PFAS can occur any time of year—although incidence and severity might increase during pollen allergy seasons—and is the most common food allergy among adults, with prevalence that increases as populations age. According to pediatric clinic researchers in Parma, Bari and Bologna, Italy, PFAS can arise starting in childhood among those suffering from pollen-induced allergic reactions.

Regional dissimilarities in PFAS depend on the prevalence of different local grasses, trees and weeds, according to the Italian researchers. While cherries are most commonly implicated in Southern Europe—along with apples and peaches, and vegetables such as celery, carrots and tomatoes—in Japan, alder pollen cross-reacts with sensitization to apples; and Japanese cedar, with fresh tomatoes. And in Australian children, watermelon is the most common triggering food.

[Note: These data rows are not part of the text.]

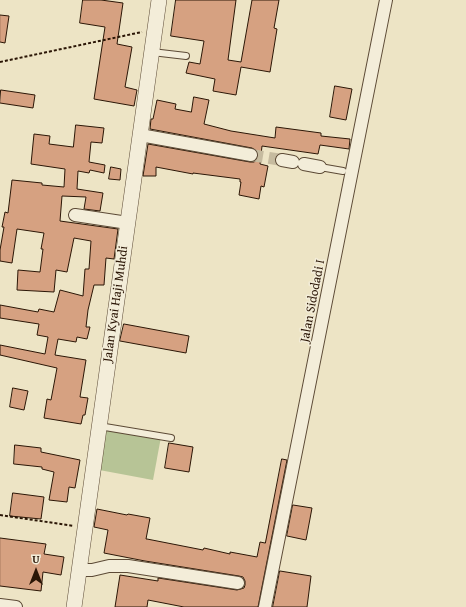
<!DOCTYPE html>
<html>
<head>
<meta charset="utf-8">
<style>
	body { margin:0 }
	#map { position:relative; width:466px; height:607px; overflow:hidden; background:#ede4c5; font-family:"Gentium Book Plus",serif }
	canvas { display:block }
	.north { position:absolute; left:16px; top:551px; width:40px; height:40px; -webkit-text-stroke:3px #f3edd9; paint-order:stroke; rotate:0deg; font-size:11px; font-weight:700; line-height:16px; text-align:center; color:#2b1606 }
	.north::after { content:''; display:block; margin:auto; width:14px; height:18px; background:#2b1606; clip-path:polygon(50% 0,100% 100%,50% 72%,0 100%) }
</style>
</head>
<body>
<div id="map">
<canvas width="466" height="607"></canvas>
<div class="north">U</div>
</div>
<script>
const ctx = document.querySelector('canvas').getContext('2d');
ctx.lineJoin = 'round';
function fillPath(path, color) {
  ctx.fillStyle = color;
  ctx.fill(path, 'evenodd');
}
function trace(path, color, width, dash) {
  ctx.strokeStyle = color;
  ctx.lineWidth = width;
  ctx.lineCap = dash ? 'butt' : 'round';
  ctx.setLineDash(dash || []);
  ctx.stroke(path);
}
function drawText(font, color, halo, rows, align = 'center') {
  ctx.font = font + ' "Gentium Book Plus",serif';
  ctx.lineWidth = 3;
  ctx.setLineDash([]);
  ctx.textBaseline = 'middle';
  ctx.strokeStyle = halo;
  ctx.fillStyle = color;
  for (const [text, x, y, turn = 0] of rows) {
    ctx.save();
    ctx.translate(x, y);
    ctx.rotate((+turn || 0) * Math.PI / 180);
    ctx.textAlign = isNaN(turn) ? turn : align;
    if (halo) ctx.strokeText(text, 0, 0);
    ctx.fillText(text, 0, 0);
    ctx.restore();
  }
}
fillPath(new Path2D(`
	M101,428l60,9 -8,43 -59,-11z`), '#b7c496');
const building = new Path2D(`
	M83,0h18l22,3 -6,41 15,3 -7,40 12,3 -3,16 -40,-7 11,-72 -25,-4z
	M176,0h60l-8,60 13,2 11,-62h27l-5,28 3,1 -7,43 -29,-5 -5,28 -23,-4 2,-12 -29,-6 3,-11 11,2 4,-23 -33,-5z
	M0,15l9,1 -4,27 -5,-1z
	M335,86l17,3 -6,31 -16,-3z
	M1,90l34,5 -2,13 -33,-5z
	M194,97l15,3 -5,24 27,7 44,7 1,-11 45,6v3l29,3 -1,10 -29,-4 -2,9 -56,-8 -2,18 8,2 -4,21 -3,-1 -2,13 -20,-4 2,-13h-1v-3l-47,-6v1l-37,-7v9h-13l5,-32 102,18h4l3,-2 1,-8 -6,-4 -102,-19 1,-10h2l4,-19 19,4 -1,5 16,3z
	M76,125l28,3 -2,15 -11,-1 -2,20 16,3 -1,8 -14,-3 -1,3 -11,-2 -1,18 26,4 -3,18 -16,-2 2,-12 -24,-1 -2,25 58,8 -4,30 -8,-1 -2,27h-10l-6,25 -2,17h4l-3,12 -10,-2 -1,5 -18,-3 -3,16 31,5 -6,37 8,1 -3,17h-2l-2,9 -37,-6 3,-19 4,1 6,-32 -57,-13v-10l45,9 3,-17 -11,-2 2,-11 -39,-6v-13l38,7 1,-3 15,3 6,-22 23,6 2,-27h4l2,-28 -17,-3 -7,34 -11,-2 -2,22 -37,-2 1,-20 22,2 3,-23h-2l3,-16 -27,-4 -5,34 -12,-2v-11l4,-23h-2l3,-15 3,1 4,-33 30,3v2l22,2 1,-18 -34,-5 3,-30 16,2 -1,8 24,3z
	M111,167l10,2 -1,11 -11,-1z
	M124,324l65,12 -3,17 -66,-12z
	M13,388l15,3 -4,19 -14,-3z
	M169,443l24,4 -4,25 -24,-4z
	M15,445l26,3v4l39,8 -5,28 -6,-1 -2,15 -18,-2 5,-28 -12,-3v-2l-28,-3z
	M282,459l5,1 -29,147h-74l-36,-7 -1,7h-32l5,-32 38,6v-3l79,12 7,-2 1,-3v-4l-2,-4 -4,-1 -94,-15 -41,-8 4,-23 -14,-3 3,-18 30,6 1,-1 22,4 -4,21h1l56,11 1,-2 26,6v-2l27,5 3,-15 5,1z
	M13,493l31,4 -3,22 -31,-3z
	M293,505l19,3 -6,32 -19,-4z
	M0,538l46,6 -2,10 20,3 -3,18 -18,-3 -2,19 -41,-5z
	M280,571l31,5 -4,31h-34z`);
fillPath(building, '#d6a181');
trace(building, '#2b1606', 1);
trace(new Path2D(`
	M251,155l31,5`), '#c6bb9f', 12, [12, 6]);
const service = new Path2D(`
	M152,52l34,4
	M320,167l23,4
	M99,426l72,12`);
const minor = new Path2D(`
	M140,135l111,20
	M282,160l11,2
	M304,164l16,3
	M75,215l53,8
	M79,570h13l17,-4h19l110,17
	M0,605l16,2
	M265,607l121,-607`);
const tertiary = new Path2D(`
	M74,607l85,-607`);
trace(service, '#5c4a36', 8);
trace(minor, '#5c4a36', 14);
trace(tertiary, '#5c4a36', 16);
trace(new Path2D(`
	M0,62l142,-30
	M0,515l74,11`), '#2b1606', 2, [3, 2]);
trace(service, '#f3edd9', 6);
trace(minor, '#f3edd9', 12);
trace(tertiary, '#f3edd9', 15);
drawText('13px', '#2b1606', '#f3edd9', [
	["Jalan Sidodadi I",313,301,-79],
	["Jalan Kyai Haji Muhdi",116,304,-82]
]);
</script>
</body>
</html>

Cherry cross-reactivity in Northern Europe that comes from birch tree pollen sensitization can also occur with plant foods, such as tree nuts and fruits in the Rosaceae, or rose, family—along with cherries that includes apples, pears, almonds, peaches, apricots, plums, strawberries, raspberries and blackberries. But NYU Dermatologist Miriam Keltz Pomeranz warns in the Washington Post, oral itching from nut allergies “can be the same symptom you’d get initially from a true food allergy…And then you could get really sick the second time you tried it. “

Like all food allergies, PFAS is an immune system reaction that usually causes more serious symptoms compared to those from “food intolerance,” which is a gastrointestinal disorder.  Although histamine is a signaling molecule that plays a role in many immune system reactions,  “histamine intolerance” is a different and very rare reaction  that occurs in about 1-3% of the global population. For these people, histamine builds up in the body, after which foods containing large amounts of histamine can cause upset stomach, headache or even allergy symptoms. Sometimes considered a pseudoallergy, histamine intolerance creates what looks like an allergic reaction to foods naturally high in the chemical histamine—with cherries, confusingly, appearing on different lists of both low- and high-histamine foods.

I have seasonal allergies that persist through growing seasons for trees, weeds and grasses, but so far don’t seem to have any cross-reaction allergies to related foods. I have wondered, however, if my gastrointestinal reactions to spicy and fried foods might be considered “food intolerance”—similar to what many people report as intolerance to gluten. In official recognition of the confusion around this topic, a group of Italian researchers have called for “a change in the public dissemination of the correct concepts related to the common question: Is it allergy or intolerance?” Meanwhile, I have begun to note slight tingling around the mouth when eating cherries—probably an unrelated phenomena, such as group hysteria or hypochondria.

—Mary Carpenter regularly reports on topical subjects in health and medicine.